I am old.

I am old.

I see a small house in the center of a large field. The grass is golden and waving softly at me, rustling, which in the explosive absence of all other sounds consumes me. The grass sways, I inhale, the world is quiet to such a degree that it rings out an orchestral bombast which builds up in anticipation before slowly solemnly exhaling as the stalks settle back to their original position, and I stand. The field slopes up and down for ages until it reaches the end of the Earth and falls off, out of sight. A magnificent, all-encompassing violet and blue sky towers overhead filling all of Imagination, hastily but beautifully painted in dainty broad strokes by a brush made of golden grass. If only one could fall upward into azure eternity.

The house is a brown wooden thing. It is sturdy, reliable, and nondescript. It sits agelessly, uncertain of the year, only feeling the sedated early Autumn like so many thousands before. The soothing breeze washes over me again, enveloping my mind and cradling it into a sound sleep. I have been here before. As I approach the house, the horizon doesn’t change. I step, step, feel the breeze, step, pause for a moment, step, stare at the house; I feel warmth emanating from within. The sky will imminently yield to darkness, yet never does. I spend days in this field, completely unaware of the passage of time. For a brief moment I turn around, only to see, at the edge of space, another man, much younger, wandering. He has a look of someone who once knew where he was going but has lost confidence. I can see him looking around for his destination, but not seeing it. Over him the sky is bluer, the grass is greener, and further beyond are purple mountains and streams of tribulation.

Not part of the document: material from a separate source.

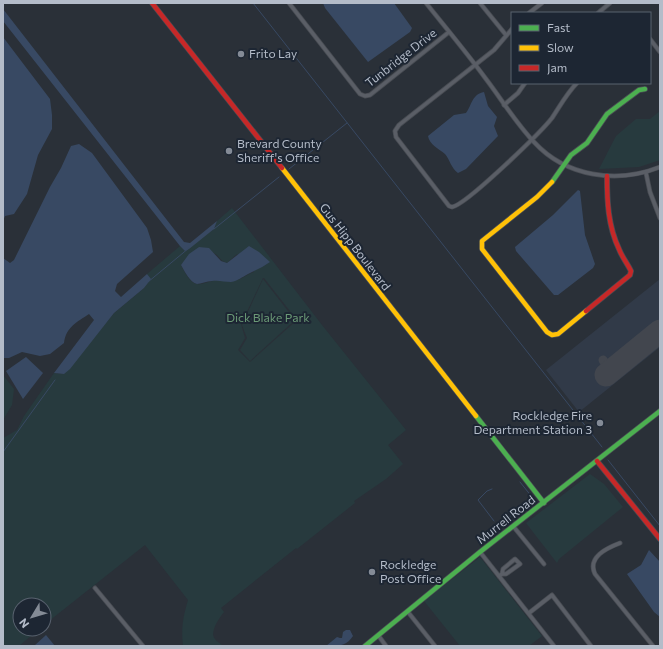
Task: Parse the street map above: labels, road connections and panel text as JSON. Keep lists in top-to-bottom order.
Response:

I stare, and smile. I know that look of confusion and self-doubt. I know that sense of dread that perhaps home will never avail itself. I remember those mountains forcefully puncturing the vault of the sky, the placid lakes cooling me off, cleaning me, quenching my desires. I remember staring ahead angrily, contemptuously calling for purpose.

The wind blows my hair, and I turn forward. I have arrived. I see myself on the porch, swaying. I feel the hard wicker under me, the hard back supporting my now tired body. I feel the wind’s valediction caress my face softly. I see the young man turn toward the house, having never considered it before. He begins a slow walk toward me. The sun sets, and the dark purple and all the golden glory before me is subsumed by pitch darkness, punctuated with sparkling and spectacular specs of bright truth in the sky overhead. The cold refreshing wind is all that can be heard in a sea of silence.

Thus begins eternity.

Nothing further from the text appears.